Sean Edwards explores personal family histories through an intersection of sculptural objects and mixed media installations. He was selected for his installation, Undo Things Done at the Venice Biennale which traversed issues of class, austerity and loss in a video reflecting on his own experience growing up on a council estate.

Sidsel Meineche Hansen, End-Used City, computer-generated images, game controller, PC, video, sound, duration: 12 min., 2019. Installation view, Sidsel Meineche Hansen, Welcome to End-Used City, Chisenhale Gallery, London, 2019. Photograph: Andy Keate.

Sidsel Meineche Hansen investigates the manipulation and manufacturing of virtual, robotic and human bodies in our capitalist, technology-driven society – particularly focussing on the influence of the pharmaceutical, pornographic, gaming and tech industries.

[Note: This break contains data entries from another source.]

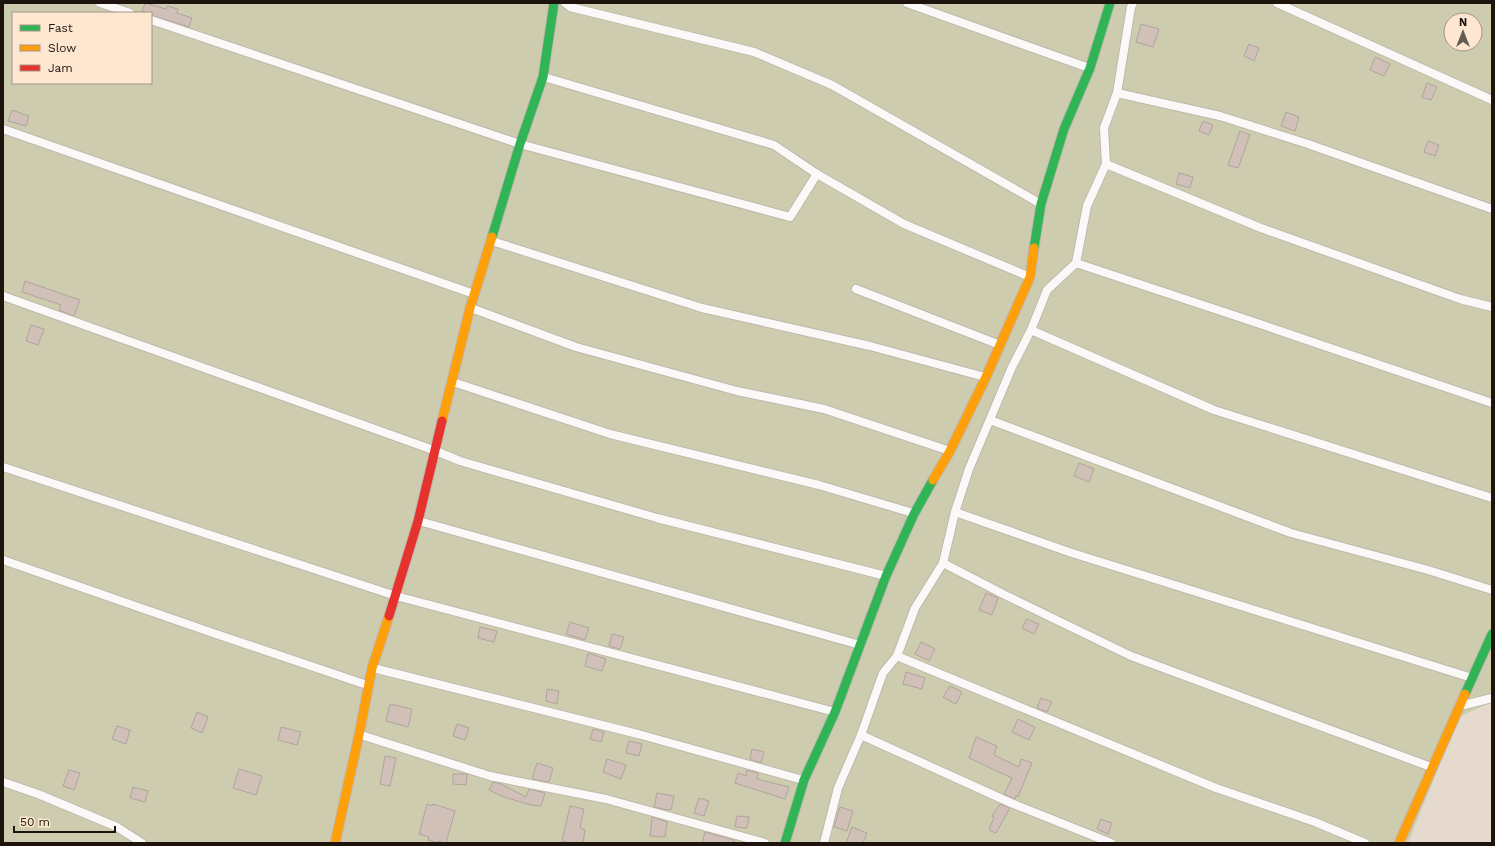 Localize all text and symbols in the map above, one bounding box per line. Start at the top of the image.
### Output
legend [12,12,152,84]
north arrow [1443,12,1483,52]
text: N [1459,16,1467,29]
text: Fast [48,21,73,35]
text: Slow [48,41,76,55]
text: Jam [48,61,73,75]
scale bar [14,808,115,834]
text: 50 m [20,815,50,829]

Ima-Abasi Okon,Infinite Slippage: nonRepugnant Insolvencies T!-a!-r!-r!-y!-i!-n!-g! as Hand Claps of M’s Hard’ Loved’ Flesh[I’Mirreducibly-undone because]—Quantum Leanage-Complex-Dub (2019) Installation view, Chisenhale Gallery, 2019. Commissioned and produced by Chisenhale Gallery, London. Courtesy of the artist. Photograph: Andy Keate

Ima-Abasi Okon is a London and Amsterdam-based artist working with sculpture, video, sound and installation. Selected for her exhibition featuring industrial air conditioners as hosts for a multi-channel sound piece –  Infinite Slippage: nonRepugnant Insolvencies T!-a!-r!-r!-y!-i!-n!-g! as Hand Claps of M’s Hard’Loved’Flesh [I’M irreducibly-undone because] —Quantum Leanage-Complex-Dub.

Imran Perretta, the destructors (2019). Installation view, Chisenhale Gallery, 2020. the destructors is produced by Chisenhale Gallery and Spike Island, Bristol, and commissioned by Chisenhale Gallery; Spike Island; the Whitworth, The University of Manchester; and BALTIC Centre for Contemporary Art, Gateshead. Courtesy of the artist. Photograph: Andy Keate.

Exploring marginality and cultural history through film Imran Perretta uses film, performance, sound and poetry. Selected for his film, the destructors 2019, exploring his coming of age experiences as a young man of Bangladeshi heritage.

 

Alberta Whittle: How Flexible Can We Make the Mouth, installation view, Dundee Contemporary Arts, 2019. Photograph: Ruth Clark

Living and working between Barbados, Scotland and South Africa, Alberta Whittle‘s work is rooted in the experiences of the diaspora. Whittle’s work tackles anti-blackness and the trauma, memory and ecological concerns which come in the aftermath of slavery and colonialism through performance, video, photography, collage and sculpture.

The Turner Prize is set to return to its exhibition format next year, but this year’s bursary scheme has allowed important financial backing to these interdisciplinary artists during these unstable times.